Another embodiment relates to a machine learning method. This method is a machine learning method that performs continual learning of a fewer number of novel classes than the number of base classes, including: extracting feature vectors of the base classes; extracting feature vectors of the novel classes; mixing the feature vectors of the base classes and the feature vectors of the novel classes and calculating a mixture feature vector of the base classes and the novel classes; and classifying a query sample of a query set based on the distance between the position of a mixture feature vector of the query sample of the query set and the position of a classification weight vector of each class in a projection space and learning classification weight vectors of the novel classes so as to minimize classification loss.

Optional combinations of the aforementioned constituting elements and implementations of the present embodiments in the form of methods, apparatuses, systems, recording mediums, and computer programs may also be practiced as additional modes of the present embodiments.

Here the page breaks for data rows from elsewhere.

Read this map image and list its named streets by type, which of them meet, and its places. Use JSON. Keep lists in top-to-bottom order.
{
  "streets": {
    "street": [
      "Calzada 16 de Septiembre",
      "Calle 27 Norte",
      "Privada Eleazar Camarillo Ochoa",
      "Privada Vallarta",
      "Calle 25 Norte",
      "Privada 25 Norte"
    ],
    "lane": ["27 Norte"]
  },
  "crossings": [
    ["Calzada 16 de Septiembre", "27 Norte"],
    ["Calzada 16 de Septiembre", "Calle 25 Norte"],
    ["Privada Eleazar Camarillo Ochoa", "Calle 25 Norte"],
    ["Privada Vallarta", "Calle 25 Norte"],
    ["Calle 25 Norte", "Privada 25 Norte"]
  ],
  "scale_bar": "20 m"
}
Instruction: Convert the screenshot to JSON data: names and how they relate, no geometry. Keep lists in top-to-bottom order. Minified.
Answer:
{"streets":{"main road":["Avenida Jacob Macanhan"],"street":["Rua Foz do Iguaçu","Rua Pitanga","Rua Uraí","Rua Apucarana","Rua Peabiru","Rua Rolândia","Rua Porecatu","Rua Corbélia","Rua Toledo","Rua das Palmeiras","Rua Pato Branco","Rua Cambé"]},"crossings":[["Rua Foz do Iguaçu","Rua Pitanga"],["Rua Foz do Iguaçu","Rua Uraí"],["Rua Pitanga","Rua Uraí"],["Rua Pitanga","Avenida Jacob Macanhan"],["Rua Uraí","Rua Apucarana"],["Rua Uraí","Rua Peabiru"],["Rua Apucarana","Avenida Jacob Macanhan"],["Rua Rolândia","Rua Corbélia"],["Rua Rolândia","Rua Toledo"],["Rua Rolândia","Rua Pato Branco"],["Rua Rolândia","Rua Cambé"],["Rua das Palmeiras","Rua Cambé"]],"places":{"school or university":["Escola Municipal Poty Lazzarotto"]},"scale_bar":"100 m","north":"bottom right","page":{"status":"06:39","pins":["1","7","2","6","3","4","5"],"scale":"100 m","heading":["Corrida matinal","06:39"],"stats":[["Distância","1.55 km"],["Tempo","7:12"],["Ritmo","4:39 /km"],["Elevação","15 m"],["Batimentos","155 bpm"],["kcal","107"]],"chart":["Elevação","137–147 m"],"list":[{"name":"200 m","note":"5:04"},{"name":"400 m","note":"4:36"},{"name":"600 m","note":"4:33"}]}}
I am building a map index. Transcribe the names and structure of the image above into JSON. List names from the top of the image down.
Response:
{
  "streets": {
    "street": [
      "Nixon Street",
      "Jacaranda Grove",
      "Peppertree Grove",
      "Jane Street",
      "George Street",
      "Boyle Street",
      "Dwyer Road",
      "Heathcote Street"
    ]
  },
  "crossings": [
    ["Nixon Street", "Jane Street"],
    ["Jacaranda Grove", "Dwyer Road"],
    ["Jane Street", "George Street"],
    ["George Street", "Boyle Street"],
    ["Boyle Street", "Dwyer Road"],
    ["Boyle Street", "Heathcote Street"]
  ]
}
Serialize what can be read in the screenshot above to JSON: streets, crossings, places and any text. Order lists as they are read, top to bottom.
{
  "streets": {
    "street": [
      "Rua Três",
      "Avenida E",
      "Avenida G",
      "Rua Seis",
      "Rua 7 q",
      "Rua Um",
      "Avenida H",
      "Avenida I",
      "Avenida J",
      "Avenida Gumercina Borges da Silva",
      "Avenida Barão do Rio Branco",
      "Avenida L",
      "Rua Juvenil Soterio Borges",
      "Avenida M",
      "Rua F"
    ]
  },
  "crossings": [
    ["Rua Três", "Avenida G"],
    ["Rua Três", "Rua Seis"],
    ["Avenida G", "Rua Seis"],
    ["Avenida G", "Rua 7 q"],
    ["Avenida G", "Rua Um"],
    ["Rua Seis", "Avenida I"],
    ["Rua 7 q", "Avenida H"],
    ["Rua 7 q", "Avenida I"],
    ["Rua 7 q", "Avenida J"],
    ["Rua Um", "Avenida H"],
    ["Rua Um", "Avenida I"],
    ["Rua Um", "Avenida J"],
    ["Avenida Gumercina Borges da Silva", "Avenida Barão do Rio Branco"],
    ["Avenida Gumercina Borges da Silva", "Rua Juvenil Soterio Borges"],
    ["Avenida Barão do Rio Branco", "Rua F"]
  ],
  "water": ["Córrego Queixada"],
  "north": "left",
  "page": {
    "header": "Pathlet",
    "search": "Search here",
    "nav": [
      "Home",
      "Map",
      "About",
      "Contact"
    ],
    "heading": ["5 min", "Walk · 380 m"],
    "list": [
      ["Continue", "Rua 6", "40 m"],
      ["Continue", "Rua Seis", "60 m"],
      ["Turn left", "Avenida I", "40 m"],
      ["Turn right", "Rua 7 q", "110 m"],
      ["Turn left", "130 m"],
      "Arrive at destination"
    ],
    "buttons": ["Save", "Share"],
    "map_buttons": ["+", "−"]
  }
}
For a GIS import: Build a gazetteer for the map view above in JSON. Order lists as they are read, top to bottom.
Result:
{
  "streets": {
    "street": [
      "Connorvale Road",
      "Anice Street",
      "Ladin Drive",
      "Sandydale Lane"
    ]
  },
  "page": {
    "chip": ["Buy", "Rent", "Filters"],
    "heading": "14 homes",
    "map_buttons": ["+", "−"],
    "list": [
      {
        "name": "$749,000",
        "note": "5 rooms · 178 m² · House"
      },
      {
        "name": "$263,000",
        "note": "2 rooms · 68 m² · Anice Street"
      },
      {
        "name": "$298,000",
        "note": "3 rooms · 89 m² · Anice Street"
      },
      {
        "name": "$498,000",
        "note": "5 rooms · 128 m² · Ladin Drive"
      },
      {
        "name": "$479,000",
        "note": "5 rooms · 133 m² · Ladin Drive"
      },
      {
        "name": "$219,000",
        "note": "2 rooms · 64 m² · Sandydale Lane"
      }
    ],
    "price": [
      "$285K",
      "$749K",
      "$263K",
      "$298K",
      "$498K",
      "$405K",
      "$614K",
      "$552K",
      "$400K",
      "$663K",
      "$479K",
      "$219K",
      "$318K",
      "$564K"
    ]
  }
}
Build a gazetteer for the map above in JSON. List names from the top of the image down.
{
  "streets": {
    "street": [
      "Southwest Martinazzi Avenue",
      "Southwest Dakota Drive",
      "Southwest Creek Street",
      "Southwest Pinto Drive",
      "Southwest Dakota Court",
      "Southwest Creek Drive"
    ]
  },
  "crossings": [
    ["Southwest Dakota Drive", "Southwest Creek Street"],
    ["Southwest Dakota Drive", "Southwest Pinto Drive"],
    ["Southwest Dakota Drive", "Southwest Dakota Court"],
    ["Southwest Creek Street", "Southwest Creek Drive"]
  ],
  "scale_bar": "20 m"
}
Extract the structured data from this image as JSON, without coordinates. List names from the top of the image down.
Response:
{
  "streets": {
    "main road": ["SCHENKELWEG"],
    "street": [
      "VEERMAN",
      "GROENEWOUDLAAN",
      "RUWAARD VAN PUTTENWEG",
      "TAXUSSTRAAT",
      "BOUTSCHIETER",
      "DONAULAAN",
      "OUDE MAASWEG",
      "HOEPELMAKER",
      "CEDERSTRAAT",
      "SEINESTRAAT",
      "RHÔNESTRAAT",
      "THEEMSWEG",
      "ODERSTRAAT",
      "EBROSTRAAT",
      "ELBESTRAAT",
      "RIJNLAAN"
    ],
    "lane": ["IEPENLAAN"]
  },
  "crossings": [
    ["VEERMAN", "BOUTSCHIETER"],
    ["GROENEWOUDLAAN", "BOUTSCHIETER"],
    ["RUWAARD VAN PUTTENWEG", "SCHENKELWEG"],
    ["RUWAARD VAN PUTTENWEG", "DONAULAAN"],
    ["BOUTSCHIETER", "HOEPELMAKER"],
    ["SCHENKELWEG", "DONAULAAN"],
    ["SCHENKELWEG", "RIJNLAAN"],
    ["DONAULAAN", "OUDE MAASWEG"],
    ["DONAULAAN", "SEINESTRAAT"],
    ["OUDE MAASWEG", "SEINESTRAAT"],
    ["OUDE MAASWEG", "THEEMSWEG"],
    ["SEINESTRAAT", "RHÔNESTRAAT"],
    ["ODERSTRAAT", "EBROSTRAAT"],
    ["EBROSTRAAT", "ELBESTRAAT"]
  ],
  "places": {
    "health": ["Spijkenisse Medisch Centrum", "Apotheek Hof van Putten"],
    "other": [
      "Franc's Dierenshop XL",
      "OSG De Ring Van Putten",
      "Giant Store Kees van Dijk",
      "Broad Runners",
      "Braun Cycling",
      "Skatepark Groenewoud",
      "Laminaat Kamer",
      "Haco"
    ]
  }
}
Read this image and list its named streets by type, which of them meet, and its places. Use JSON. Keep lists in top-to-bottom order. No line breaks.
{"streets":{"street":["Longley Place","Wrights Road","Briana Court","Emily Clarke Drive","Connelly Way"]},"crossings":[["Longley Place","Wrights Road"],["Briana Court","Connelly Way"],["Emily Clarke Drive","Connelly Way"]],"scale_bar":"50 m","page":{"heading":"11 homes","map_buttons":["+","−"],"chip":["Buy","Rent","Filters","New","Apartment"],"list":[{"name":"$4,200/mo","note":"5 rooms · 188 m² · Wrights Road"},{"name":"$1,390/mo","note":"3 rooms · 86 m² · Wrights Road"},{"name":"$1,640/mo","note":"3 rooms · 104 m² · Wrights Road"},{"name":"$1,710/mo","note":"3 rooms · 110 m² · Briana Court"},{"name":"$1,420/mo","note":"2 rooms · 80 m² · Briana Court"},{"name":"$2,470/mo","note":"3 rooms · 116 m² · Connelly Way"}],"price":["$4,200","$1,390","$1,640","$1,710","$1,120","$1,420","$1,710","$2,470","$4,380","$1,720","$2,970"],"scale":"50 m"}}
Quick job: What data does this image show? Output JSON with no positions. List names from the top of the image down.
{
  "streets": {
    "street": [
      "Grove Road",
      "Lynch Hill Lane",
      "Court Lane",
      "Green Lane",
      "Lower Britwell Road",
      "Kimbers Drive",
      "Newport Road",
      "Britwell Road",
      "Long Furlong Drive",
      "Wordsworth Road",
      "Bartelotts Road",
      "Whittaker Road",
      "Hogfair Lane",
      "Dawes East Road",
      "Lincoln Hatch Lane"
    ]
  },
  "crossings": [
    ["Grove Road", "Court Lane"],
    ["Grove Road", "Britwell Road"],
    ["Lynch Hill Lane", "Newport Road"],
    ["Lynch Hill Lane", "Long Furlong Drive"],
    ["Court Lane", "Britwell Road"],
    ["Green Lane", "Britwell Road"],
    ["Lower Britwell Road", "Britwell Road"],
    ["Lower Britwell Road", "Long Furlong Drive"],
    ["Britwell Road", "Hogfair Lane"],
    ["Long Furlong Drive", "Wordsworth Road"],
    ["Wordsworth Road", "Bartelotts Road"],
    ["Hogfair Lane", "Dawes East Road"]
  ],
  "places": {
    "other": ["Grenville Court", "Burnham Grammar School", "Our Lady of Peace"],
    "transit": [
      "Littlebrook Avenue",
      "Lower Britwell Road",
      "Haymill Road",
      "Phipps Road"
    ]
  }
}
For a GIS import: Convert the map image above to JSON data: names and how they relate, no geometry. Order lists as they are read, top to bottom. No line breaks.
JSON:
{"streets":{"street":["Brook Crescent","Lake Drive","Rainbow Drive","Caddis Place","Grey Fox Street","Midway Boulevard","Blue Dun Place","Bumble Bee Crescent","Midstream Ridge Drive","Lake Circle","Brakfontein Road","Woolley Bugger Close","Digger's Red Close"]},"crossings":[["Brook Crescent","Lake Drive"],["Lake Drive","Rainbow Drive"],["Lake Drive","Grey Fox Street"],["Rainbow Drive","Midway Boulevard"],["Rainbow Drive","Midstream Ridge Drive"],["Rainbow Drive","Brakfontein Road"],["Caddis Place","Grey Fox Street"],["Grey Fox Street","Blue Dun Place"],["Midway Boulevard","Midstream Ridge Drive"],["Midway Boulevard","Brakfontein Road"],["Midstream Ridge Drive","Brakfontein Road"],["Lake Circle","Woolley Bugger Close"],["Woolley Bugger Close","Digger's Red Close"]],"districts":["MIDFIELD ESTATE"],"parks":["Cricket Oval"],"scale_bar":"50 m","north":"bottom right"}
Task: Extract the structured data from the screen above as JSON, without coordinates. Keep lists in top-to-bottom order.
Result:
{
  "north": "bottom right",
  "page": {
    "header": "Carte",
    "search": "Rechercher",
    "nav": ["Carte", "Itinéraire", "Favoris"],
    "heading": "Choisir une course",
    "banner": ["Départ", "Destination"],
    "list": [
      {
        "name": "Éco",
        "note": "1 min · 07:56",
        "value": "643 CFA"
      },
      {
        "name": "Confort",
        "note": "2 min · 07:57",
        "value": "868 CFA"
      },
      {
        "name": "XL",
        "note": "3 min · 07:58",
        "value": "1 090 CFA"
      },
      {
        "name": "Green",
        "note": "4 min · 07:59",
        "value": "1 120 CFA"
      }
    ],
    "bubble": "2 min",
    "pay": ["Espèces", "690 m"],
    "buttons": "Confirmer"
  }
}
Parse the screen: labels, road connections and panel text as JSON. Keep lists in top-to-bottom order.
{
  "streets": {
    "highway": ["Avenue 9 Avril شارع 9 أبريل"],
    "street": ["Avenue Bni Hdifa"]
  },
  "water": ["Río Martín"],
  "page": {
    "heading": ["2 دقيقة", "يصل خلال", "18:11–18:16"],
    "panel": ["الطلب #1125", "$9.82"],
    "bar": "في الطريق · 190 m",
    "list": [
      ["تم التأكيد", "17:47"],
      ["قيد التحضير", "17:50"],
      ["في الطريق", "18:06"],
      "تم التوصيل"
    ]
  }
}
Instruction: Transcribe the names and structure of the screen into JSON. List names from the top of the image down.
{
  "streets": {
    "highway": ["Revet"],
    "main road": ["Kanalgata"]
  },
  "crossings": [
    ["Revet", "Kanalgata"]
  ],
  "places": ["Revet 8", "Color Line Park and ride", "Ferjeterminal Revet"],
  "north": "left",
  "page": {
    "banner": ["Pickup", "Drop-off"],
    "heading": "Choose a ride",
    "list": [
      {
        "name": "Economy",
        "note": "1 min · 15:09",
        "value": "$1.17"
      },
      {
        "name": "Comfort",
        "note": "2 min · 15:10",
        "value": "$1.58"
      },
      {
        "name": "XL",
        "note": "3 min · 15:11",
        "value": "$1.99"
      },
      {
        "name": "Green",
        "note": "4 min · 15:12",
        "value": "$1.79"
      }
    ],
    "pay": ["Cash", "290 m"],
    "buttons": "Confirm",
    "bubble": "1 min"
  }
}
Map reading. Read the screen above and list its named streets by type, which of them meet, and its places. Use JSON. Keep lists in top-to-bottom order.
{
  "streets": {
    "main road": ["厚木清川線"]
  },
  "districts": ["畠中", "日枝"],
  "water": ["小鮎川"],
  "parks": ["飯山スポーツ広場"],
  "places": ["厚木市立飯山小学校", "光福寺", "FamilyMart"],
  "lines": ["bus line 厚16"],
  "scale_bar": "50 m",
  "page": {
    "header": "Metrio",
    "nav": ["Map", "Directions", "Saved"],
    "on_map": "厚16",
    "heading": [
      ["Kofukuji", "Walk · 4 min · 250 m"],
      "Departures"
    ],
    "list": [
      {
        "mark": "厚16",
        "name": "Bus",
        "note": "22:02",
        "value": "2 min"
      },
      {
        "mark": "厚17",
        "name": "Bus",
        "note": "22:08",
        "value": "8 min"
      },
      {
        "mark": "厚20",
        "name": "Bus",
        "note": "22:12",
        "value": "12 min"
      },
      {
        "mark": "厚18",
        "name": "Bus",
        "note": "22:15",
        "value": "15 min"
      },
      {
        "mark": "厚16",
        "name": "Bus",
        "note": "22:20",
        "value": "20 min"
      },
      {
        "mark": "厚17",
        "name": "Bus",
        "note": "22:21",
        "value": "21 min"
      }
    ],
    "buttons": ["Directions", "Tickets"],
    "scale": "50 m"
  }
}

BRIEF DESCRIPTION OF THE DRAWINGS

Embodiments will now be described, by way of example only, with reference to the accompanying drawings that are meant to be exemplary, not limiting, and wherein like elements are numbered alike in several figures, in which:

FIG. 1A is a diagram explaining the configuration of a pre-training module;

FIG. 1B is a diagram explaining the configuration of an incremental few-shot learning module;

FIG. 1C is a diagram explaining episodic training;

FIG. 2A is a diagram explaining a configuration for generating task-specific mixture weight vectors for calculating a task-adaptive representation from a support set;

FIG. 2B is a diagram explaining a configuration for calculating a task-adaptive representation from a support set so as to generate a classification weight vector set W based on the task-adaptive representation;

FIG. 3 is a diagram explaining a configuration for calculating a task-adaptive representation from a query set and classifying a query sample based on the task-adaptive representation and a task-adjusted classification weight vector set so as to minimize classification loss;

FIG. 4 is a conceptual diagram of a projection space;

FIGS. 5A to 5C are diagrams explaining a conventional episodic learning procedure;

FIG. 6 is a configuration diagram of a machine learning device according to the first embodiment of the present disclosure;

FIGS. 7A to 7C are diagrams explaining an episodic learning procedure according to the first embodiment;

FIG. 8A to 8C are diagrams explaining a conventional loss calculation procedure for query samples;

FIG. 9 is a flowchart showing a conventional loss calculation procedure for a query sample;

FIG. 10 is a configuration diagram of a machine learning device according to the second embodiment of the present disclosure;

FIG. 11A to 11C are diagrams explaining a loss calculation procedure for conventional query samples according to the second embodiment; and

FIG. 12 is a flowchart showing a loss calculation procedure for a query sample according to the second embodiment.

DETAILED DESCRIPTION

The invention will now be described by reference to the preferred embodiments. This does not intend to limit the scope of the present invention, but to exemplify the invention.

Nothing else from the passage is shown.